Радостная и едва не брызжущая слюной от восторга, я все-таки не сумела сохранить равновесие — проскакала, грохоча босой пяткой по полу, едва не упала, стянула наконец ненавистные колготки и отбросила их в сторону. Но не успела вновь вернуться к письму, как в комнату осторожно постучали.

— Эллион, у вас все хорошо?

Антонио. Он, наверное, решил, что я спозаранку воюю со стульями. Конечно, кухня же внизу…

— Все отлично, Антонио! У меня все замечательно.

За дверью прокашлялись.

— Хорошо, а то я хотел сказать, что… обед в два часа.

Нет, конечно же, он хотел сказать совсем другое, что-нибудь наподобие «Чего вы там такого делаете, что у меня едва не обрушивается потолок?

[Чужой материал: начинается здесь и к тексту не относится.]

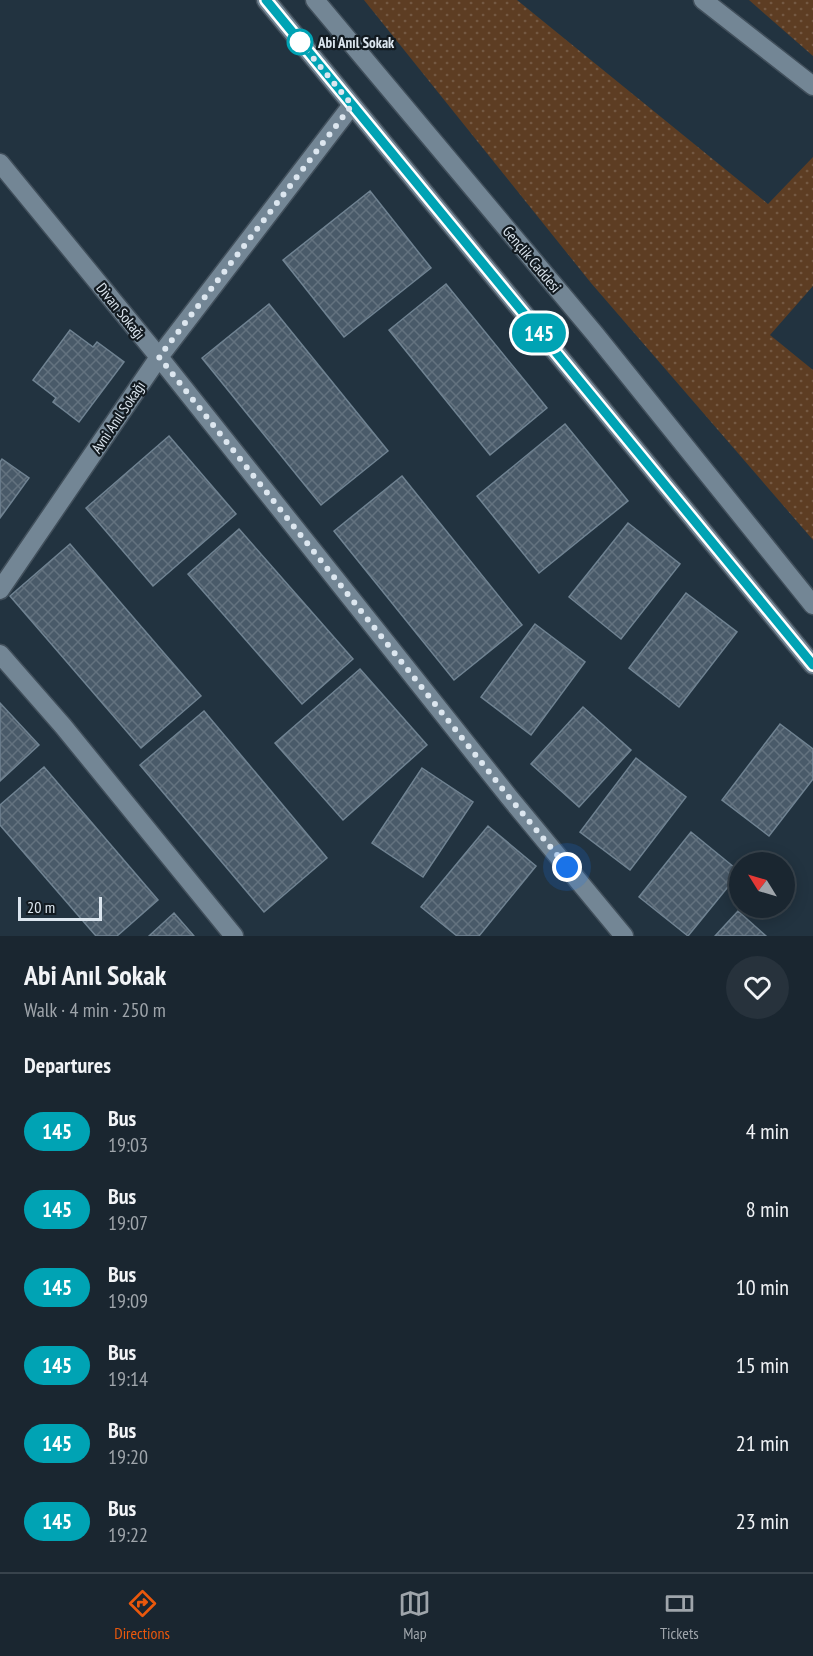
<!DOCTYPE html>
<html lang="en">
<head>
<meta charset="utf-8">
<style>
  body { margin:0; font-family:"PT Sans Narrow",sans-serif; background:#27323c; color:#f1f3f6; height:100vh; display:flex; flex-direction:column; font-size:22px; white-space:nowrap }
  * { box-sizing:border-box; margin:0 }
  p { font-size:20px; color:#9fa5ab }
  .icon { flex:none; width:33px; height:33px; fill:none; stroke:currentColor; stroke-width:2; stroke-linecap:round; stroke-linejoin:round }
  .map { position:relative; height:936px; overflow:hidden }
  .sheet { display:flex; flex-direction:column; background:#1a2630; flex:1 }
  .sheet>* { flex:none }
  .badge { padding:0 12px; border-radius:20px; font-size:21px; line-height:39px }
  .needle { width:39px; rotate:307deg }
  .fabs { position:absolute; left:729px; top:852px; display:grid; gap:12px }
  .fabs a { display:grid; place-items:center; width:66px; height:66px; border-radius:50%; background:#1a2630; box-shadow:0 3px 15px #0003,0 0 0 2px #38434c; font-size:30px }
  .scale { position:absolute; left:18px; bottom:15px; width:84px; box-sizing:border-box; padding-left:6px; border:3px solid #dce6ef; border-top:0; font-size:16px; line-height:21px; white-space:nowrap; color:#dce6ef; -webkit-text-stroke:4px #121a20; paint-order:stroke }
  .you { position:absolute; width:30px; height:30px; margin:-15px; border:4px solid #fff; border-radius:50%; background:#1a73e8; box-shadow:0 0 0 9px #1a73e833 }
  .map>.badge { position:absolute; translate:-50% -50%; box-shadow:0 0 0 3px #fff }
  h2 { padding:0 24px; font-size:22px; line-height:54px }
  .round { display:grid; place-items:center; flex:none; width:63px; height:63px; border-radius:32px; background:#27323c }
  .headline { display:flex; align-items:center; justify-content:space-between; height:102px; padding:0 24px }
  h1 { font-size:28px; font-weight:700; line-height:45px }
  ul { padding:0; list-style:none }
  li { display:flex; align-items:center; gap:18px; height:78px; padding:0 24px }
  li div { flex:1 }
  li b { display:block; font-size:22px }
  li em { font-style:normal }
  li .badge { min-width:66px; font-weight:700; text-align:center }
  .dock { display:flex; justify-content:space-around; align-items:center; height:84px; border-top:2px solid #38434c; background:#1a2630; font-size:16px; color:#9fa5ab }
  .dock a { display:grid; justify-items:center; gap:3px }
  .dock .current { color:#ea580c }
  .map>svg:first-child { display:block }
</style>
</head>
<body>
<div class="map">
<svg width="813" height="936" viewBox="0 0 813 936">
  <defs>
    <pattern id="park-dots" width="8" height="8" patternUnits="userSpaceOnUse" patternTransform="scale(1.5)"><rect width="8" height="8" fill="#5d3d23"/><path d="M2 2h.1M6 6h.1" fill="none" stroke="#745943" stroke-width="1.8" stroke-linecap="round"/></pattern>
    <pattern id="building-cross-hatch" width="8" height="8" patternUnits="userSpaceOnUse" patternTransform="scale(1.5)"><rect width="8" height="8" fill="#495a69"/><path d="M0 0l8 8M0 8l8-8" fill="none" stroke="#63727f"/></pattern>
  </defs>
  <rect width="100%" height="100%" fill="#223340"/>
  <path fill="url(#park-dots)" d="M364 0H517L768 204 813 157V286L770 335 813 370V540L591 283Z
    M749 0H813V56Z"/>
  <path fill="url(#building-cross-hatch)" stroke="#708392" stroke-width="1.5" d="M370 191 431 268 344 337 283 260Z
    M446 284 547 408 490 455 389 330Z
    M269 304 388 451 321 505 202 358Z
    M70 330 93 347 97 342 124 362 79 422 53 402 56 398 33 380Z
    M565 424 628 501 539 573 477 496Z
    M169 436 236 514 153 586 86 508Z
    M2 459 29 478 0 518V462Z
    M402 476 522 625 454 680 334 531Z
    M628 523 680 564 621 639 569 597Z
    M239 529 353 659 302 704 188 574Z
    M70 544 201 696 141 748 10 596Z
    M686 593 737 632 679 707 629 668Z
    M535 624 585 662 531 735 481 697Z
    M360 669 427 745 343 820 275 743Z
    M0 703 39 745 0 781Z
    M583 707 631 750 579 807 531 764Z
    M204 711 327 858 264 912 140 765Z
    M780 724 813 749V779L769 836 722 800Z
    M636 758 686 797 630 870 580 832Z
    M44 767 158 900 117 936H96L0 825V805Z
    M422 768 473 802 423 877 372 843Z
    M488 826 536 866 479 936H457L421 907Z
    M691 832 740 872 688 936 639 897Z
    M738 911 766 936H715Z
    M174 913 194 936H149Z"/>
  <g fill="none" stroke-linecap="round" stroke-linejoin="round">
    <defs>
      <path id="minor" d="M266 0 813 665
        M315 0 595 334 813 605
        M703 0 813 86
        M0 163 159 357 509 797 624 936
        M0 590 159 357 352 105
        M0 654 63 726 234 936"/>
    </defs>
    <use href="#minor" stroke="#414f5b" stroke-width="21"/>
    <use href="#minor" stroke="#738695" stroke-width="18"/>
  </g>
  <g fill="none" stroke-linecap="round" stroke-linejoin="round">
    <defs>
      <path id="line" d="M266 0 813 665"/>
    </defs>
    <use href="#line" stroke="#fff" stroke-width="14"/>
    <use href="#line" stroke="#00a3b4" stroke-width="9"/>
    <path stroke="#dce6ef" stroke-width="6" stroke-dasharray="0 10.8" d="M300 42 352 105 159 357 509 797 567 867"/>
  </g>
  <circle fill="#fff" stroke="#00a3b4" stroke-width="3" cx="300" cy="42" r="12"/>
  <g text-anchor="middle" dominant-baseline="central" stroke-width="4.5" stroke-linejoin="round" paint-order="stroke">
    <g font-size="15" font-weight="bold" fill="#dce6ef" stroke="#121a20" text-anchor="start">
      <text x="318" y="42">Abi Anıl Sokak</text>
    </g>
    <g font-size="15" fill="#dce6ef" stroke="#121a20">
      <text transform="translate(532 259) rotate(50)">Gençlik Caddesi</text>
      <text transform="translate(121 311) rotate(51)">Divan Sokağı</text>
      <text transform="translate(118 417) rotate(-56)">Avni Anıl Sokağı</text>
    </g>
  </g>
</svg>
<div class="fabs">
<a><svg class="needle" viewBox="-14 -14 28 28"><path d="M0-13l5 13h-10z" fill="#e53935"/><path d="M0 13l5-13h-10z" fill="#9fa5ab"/></svg></a>
</div>
<div class="scale">20 m</div>
<div class="you" style="left:567px;top:867px"></div>
<b class="badge" style="left:539px;top:333px;background:#00a3b4;color:#fff">145</b>
</div>
<section class="sheet">
<div class="headline"><div><h1>Abi Anıl Sokak</h1><p>Walk · 4 min · 250 m</p></div><a class="round"><svg class="icon" aria-label="heart" viewBox="0 0 24 24"><path d="M12 20l-8-8c-3-5 5-10 8-4 3-6 11-1 8 4z"/></svg></a></div>
<h2>Departures</h2>
<ul>
<li><span class="badge" style="background:#00a3b4;color:#fff">145</span><div><b>Bus</b><p>19:03</p></div><em>4 min</em></li>
<li><span class="badge" style="background:#00a3b4;color:#fff">145</span><div><b>Bus</b><p>19:07</p></div><em>8 min</em></li>
<li><span class="badge" style="background:#00a3b4;color:#fff">145</span><div><b>Bus</b><p>19:09</p></div><em>10 min</em></li>
<li><span class="badge" style="background:#00a3b4;color:#fff">145</span><div><b>Bus</b><p>19:14</p></div><em>15 min</em></li>
<li><span class="badge" style="background:#00a3b4;color:#fff">145</span><div><b>Bus</b><p>19:20</p></div><em>21 min</em></li>
<li><span class="badge" style="background:#00a3b4;color:#fff">145</span><div><b>Bus</b><p>19:22</p></div><em>23 min</em></li>
</ul>
</section>
<nav class="dock">
<a class="current"><svg class="icon" aria-label="directions" viewBox="0 0 24 24"><path d="M12 3l9 9-9 9-9-9zM9 14v-3h6M13 9l2 2-2 2"/></svg>Directions</a>
<a><svg class="icon" aria-label="map" viewBox="0 0 24 24"><path d="M3 6l6-2 6 2 6-2v14l-6 2-6-2-6 2zM9 4v14M15 6v14"/></svg>Map</a>
<a><svg class="icon" aria-label="tickets" viewBox="0 0 24 24"><path d="M3 7h18v10H3zM15 7v10"/></svg>Tickets</a>
</nav>
</body>
</html>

Я не могу готовить, когда в тесто сыплется штукатурка…», но виранская вежливость не допускала бестактности, поэтому на кряхтение повара я лишь хихикнула:

— Я буду вовремя!

— Хорошо.

Антонио удалился, и я тут же углубилась в чтение.

«…Ты не думай, что если наш дом зовется „ранчо“, то это лишь четыре хлипкие наспех сколоченные стены, протекающая крыша, пол, усыпанный сеном и амбар через тропинку. Дом большой, в нем несколько комнат, кухня, отличная веранда, классный чердак, просторный зал, камин и… В общем, описывать можно долго. В связи со всем этим я хотела спросить — возможно, ты захочешь к нам приехать? Одна, со своим молодым человеком или, может, с подругой? Эд был бы счастлив — мы обещали, что пригласим тебя на новоселье сразу, как устроимся, и с радостью выполняем обещание. И чтобы ты не думала, что это все лишь дежурные слова, попробую тебя заманить вот чем:

а) Я отлично пеку пирожки…»

На этом месте я хохотнула. Нисса-Нисса, о если бы ты знала, какое это наказание — иметь в доме личного повара! Не наказание даже — катастрофа. Я всю жизнь придерживалась мнения «Ты не можешь съесть то, чего нет в холодильнике», но если в холодильнике есть все, и это все стократно помножено на все-все-все, как в безудержном воображении обжоры-маньяка, — это настоящая беда. Подходишь, заглядываешь… и ты пропал. И потому… пирожки? Да какими бы вкусными они ни были — ни-ни!